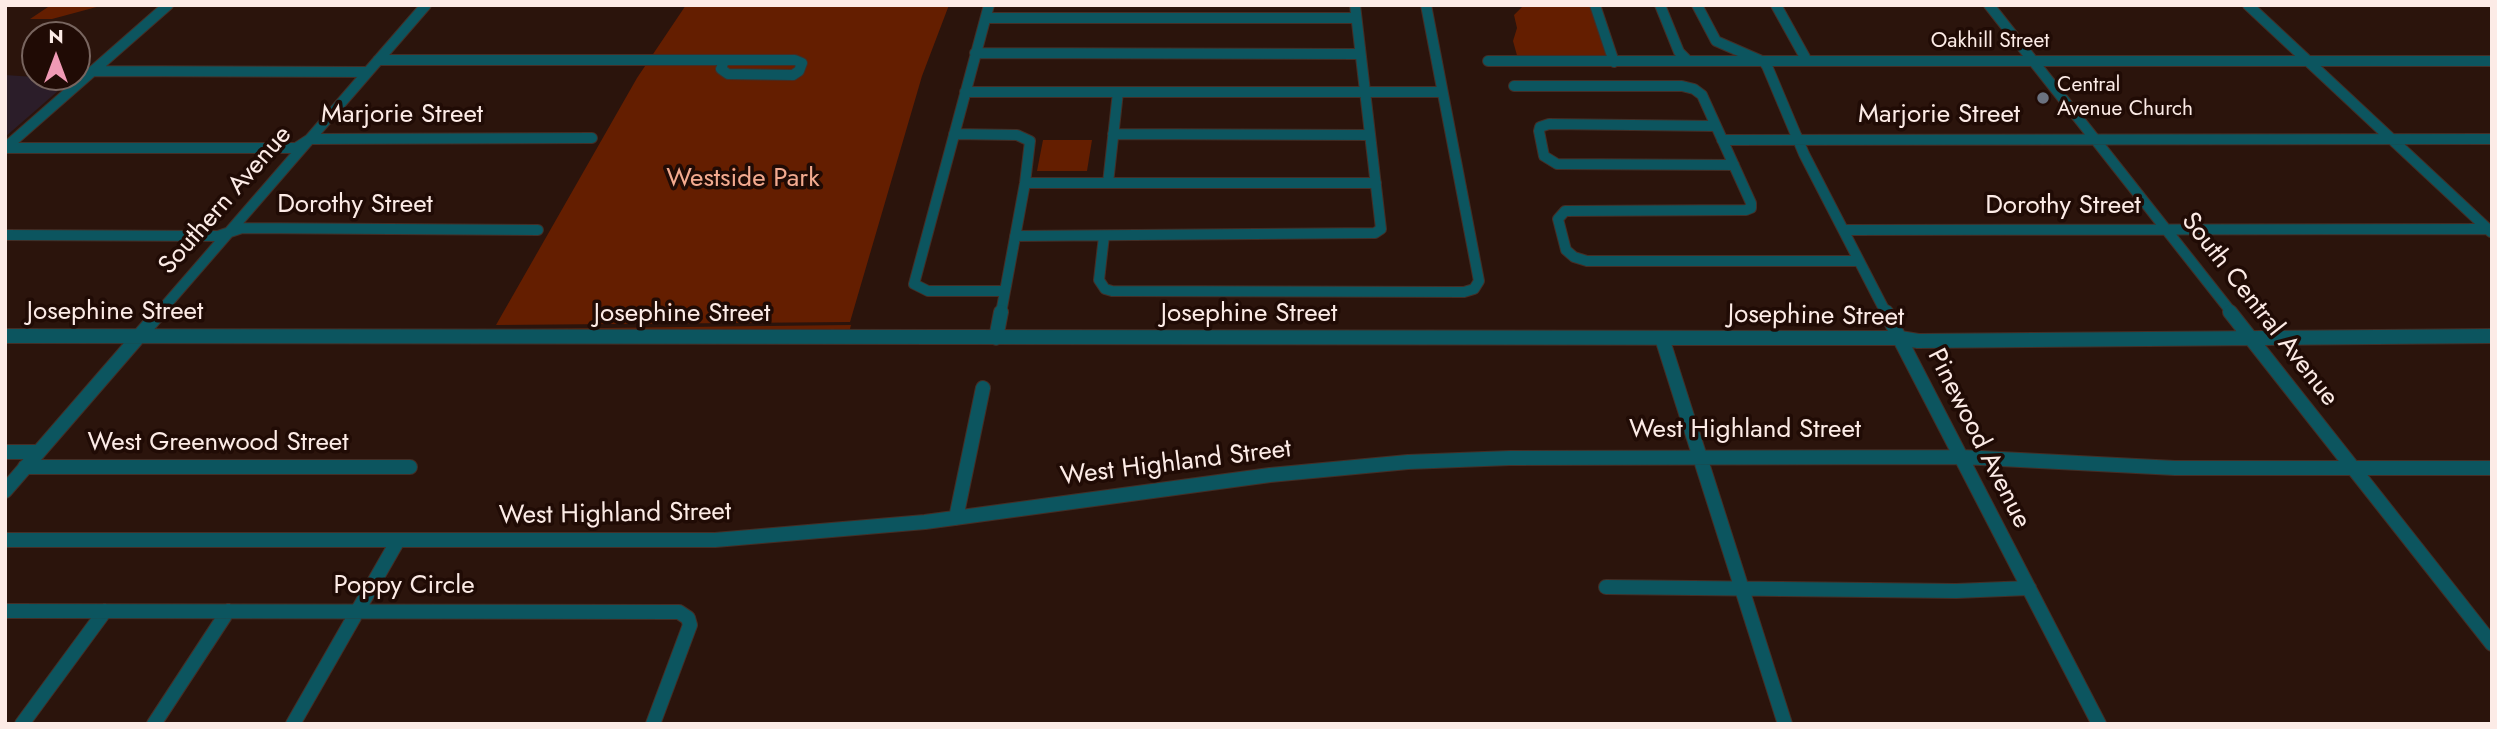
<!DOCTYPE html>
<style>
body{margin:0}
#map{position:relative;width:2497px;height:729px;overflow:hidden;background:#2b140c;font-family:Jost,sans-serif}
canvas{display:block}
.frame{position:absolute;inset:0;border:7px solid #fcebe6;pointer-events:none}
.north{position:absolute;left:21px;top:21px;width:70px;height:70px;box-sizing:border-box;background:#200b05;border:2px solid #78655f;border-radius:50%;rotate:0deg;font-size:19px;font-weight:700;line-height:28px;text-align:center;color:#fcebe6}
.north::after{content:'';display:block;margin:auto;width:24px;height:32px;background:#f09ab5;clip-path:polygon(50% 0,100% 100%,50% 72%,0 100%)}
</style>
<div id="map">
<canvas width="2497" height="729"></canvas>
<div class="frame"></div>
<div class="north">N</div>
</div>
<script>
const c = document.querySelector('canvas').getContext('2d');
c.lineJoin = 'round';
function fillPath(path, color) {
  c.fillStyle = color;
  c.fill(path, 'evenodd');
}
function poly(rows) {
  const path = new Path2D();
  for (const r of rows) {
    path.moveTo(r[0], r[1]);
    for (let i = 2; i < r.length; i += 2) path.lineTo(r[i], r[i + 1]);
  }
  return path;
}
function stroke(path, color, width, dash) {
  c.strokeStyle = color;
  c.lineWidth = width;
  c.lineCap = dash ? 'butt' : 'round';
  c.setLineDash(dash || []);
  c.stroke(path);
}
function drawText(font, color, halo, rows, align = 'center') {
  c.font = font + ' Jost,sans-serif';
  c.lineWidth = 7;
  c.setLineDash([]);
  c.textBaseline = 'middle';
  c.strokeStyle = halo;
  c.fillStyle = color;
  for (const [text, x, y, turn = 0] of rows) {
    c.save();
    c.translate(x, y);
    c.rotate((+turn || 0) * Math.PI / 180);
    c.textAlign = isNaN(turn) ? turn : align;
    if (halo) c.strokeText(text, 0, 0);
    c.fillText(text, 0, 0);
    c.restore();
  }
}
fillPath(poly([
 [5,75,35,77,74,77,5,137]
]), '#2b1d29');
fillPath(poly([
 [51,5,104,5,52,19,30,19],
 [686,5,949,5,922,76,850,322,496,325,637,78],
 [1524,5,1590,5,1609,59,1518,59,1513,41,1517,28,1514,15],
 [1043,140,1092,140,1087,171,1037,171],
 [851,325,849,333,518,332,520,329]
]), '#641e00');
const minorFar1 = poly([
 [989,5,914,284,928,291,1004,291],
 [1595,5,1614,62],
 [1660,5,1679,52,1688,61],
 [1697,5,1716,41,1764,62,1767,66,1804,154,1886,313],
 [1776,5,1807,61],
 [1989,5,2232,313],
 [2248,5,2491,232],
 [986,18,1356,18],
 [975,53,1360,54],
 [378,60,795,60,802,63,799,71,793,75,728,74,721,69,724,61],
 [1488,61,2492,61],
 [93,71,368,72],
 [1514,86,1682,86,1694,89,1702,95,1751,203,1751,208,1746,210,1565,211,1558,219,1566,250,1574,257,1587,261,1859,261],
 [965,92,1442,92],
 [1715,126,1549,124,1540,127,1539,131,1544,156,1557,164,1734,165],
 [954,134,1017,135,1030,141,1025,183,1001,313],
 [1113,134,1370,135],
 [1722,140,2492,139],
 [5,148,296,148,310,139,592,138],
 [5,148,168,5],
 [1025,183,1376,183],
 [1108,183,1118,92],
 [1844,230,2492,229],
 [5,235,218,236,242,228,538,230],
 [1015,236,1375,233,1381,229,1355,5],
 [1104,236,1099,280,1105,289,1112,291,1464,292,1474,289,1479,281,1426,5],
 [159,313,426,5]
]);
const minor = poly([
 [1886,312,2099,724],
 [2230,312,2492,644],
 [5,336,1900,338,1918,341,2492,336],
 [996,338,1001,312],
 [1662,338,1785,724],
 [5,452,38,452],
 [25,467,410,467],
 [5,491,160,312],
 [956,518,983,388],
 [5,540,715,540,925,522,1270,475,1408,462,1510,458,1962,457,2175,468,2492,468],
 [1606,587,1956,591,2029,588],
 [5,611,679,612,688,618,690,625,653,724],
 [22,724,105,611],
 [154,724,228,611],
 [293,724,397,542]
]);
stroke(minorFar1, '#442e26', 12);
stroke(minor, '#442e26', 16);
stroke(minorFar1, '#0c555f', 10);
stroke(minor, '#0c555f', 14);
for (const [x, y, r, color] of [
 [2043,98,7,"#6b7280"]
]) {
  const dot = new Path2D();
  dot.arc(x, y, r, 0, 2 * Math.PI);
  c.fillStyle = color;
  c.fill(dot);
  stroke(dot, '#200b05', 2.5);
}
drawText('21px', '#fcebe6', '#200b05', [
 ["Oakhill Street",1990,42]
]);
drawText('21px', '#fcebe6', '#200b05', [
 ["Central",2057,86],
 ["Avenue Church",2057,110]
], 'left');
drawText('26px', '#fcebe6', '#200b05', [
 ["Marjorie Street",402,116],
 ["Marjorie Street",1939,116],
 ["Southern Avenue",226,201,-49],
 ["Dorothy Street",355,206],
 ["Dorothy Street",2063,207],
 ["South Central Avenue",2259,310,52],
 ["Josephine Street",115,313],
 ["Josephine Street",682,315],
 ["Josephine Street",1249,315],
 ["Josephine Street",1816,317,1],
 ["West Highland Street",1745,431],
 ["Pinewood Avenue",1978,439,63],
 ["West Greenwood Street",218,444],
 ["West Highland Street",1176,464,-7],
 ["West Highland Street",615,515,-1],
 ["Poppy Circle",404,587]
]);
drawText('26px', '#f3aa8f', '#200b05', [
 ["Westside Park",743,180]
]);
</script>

_Activity_
Every line that holds the string "halo" must be copied from the records above.

_Output of the exercise_
function drawText(font, color, halo, rows, align = 'center') {
  c.strokeStyle = halo;
    if (halo) c.strokeText(text, 0, 0);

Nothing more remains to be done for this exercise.